### Your objective
Once you have checked the records that follow, state how many of their lines hold "this", giving the number only.

### Data for the task
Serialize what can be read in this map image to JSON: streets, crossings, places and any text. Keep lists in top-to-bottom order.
...
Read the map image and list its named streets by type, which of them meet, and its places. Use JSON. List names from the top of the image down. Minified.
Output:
* * *
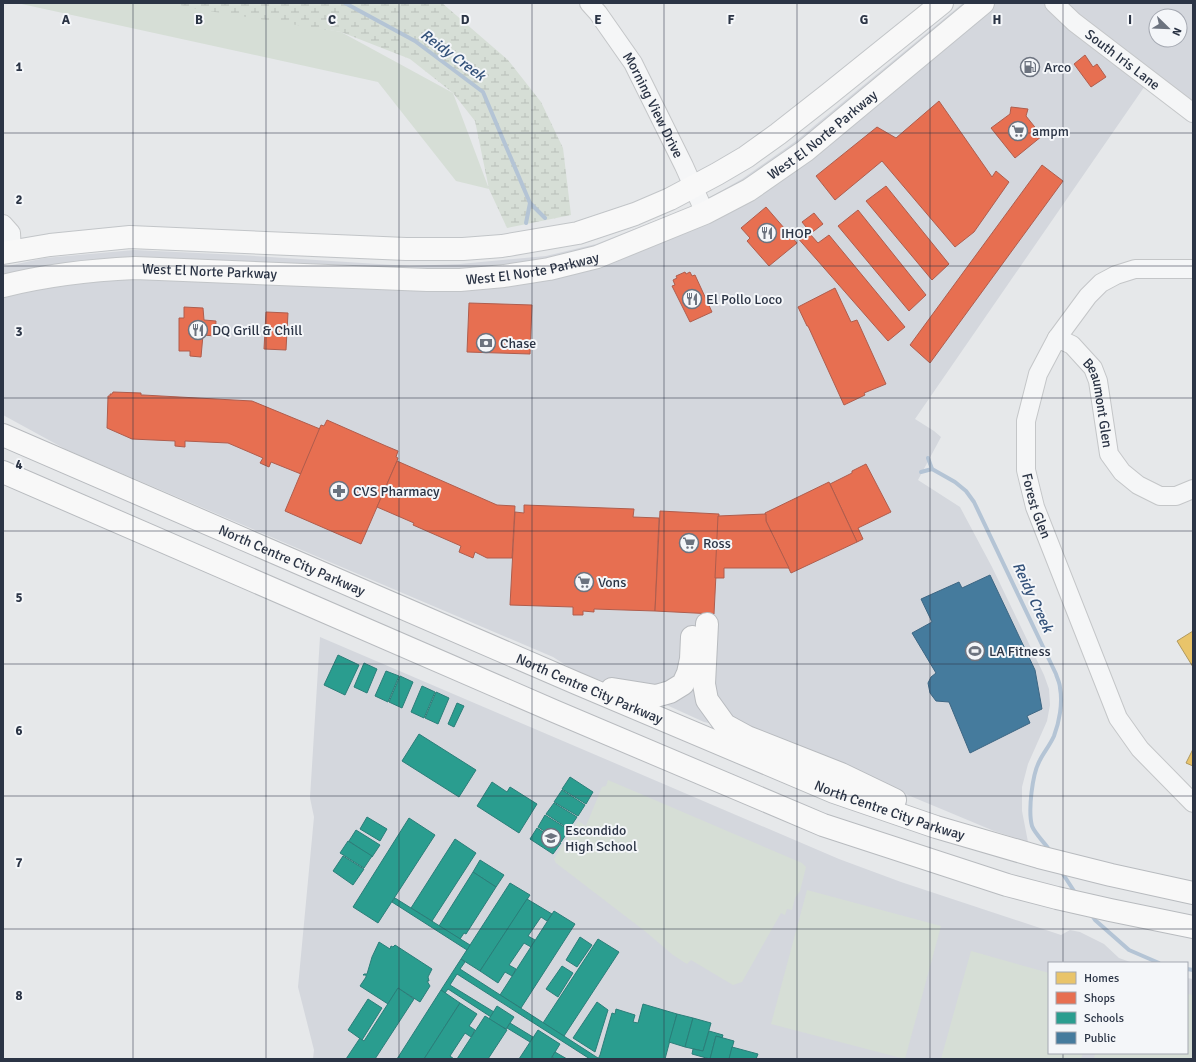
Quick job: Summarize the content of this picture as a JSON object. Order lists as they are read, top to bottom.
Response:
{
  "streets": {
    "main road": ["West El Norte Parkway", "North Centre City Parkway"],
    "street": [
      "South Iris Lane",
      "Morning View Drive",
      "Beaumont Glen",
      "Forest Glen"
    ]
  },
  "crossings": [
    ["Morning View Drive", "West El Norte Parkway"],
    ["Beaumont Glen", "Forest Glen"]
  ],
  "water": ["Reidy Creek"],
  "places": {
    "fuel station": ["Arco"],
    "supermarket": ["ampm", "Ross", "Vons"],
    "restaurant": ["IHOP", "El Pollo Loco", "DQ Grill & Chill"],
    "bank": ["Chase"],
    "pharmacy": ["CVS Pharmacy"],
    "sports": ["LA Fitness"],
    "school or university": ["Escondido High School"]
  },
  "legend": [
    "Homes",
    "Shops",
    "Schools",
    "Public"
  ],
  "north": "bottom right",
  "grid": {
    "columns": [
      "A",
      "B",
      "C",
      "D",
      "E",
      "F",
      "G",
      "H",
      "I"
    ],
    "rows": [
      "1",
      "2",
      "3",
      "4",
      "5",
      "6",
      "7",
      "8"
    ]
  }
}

### Solved exercise
2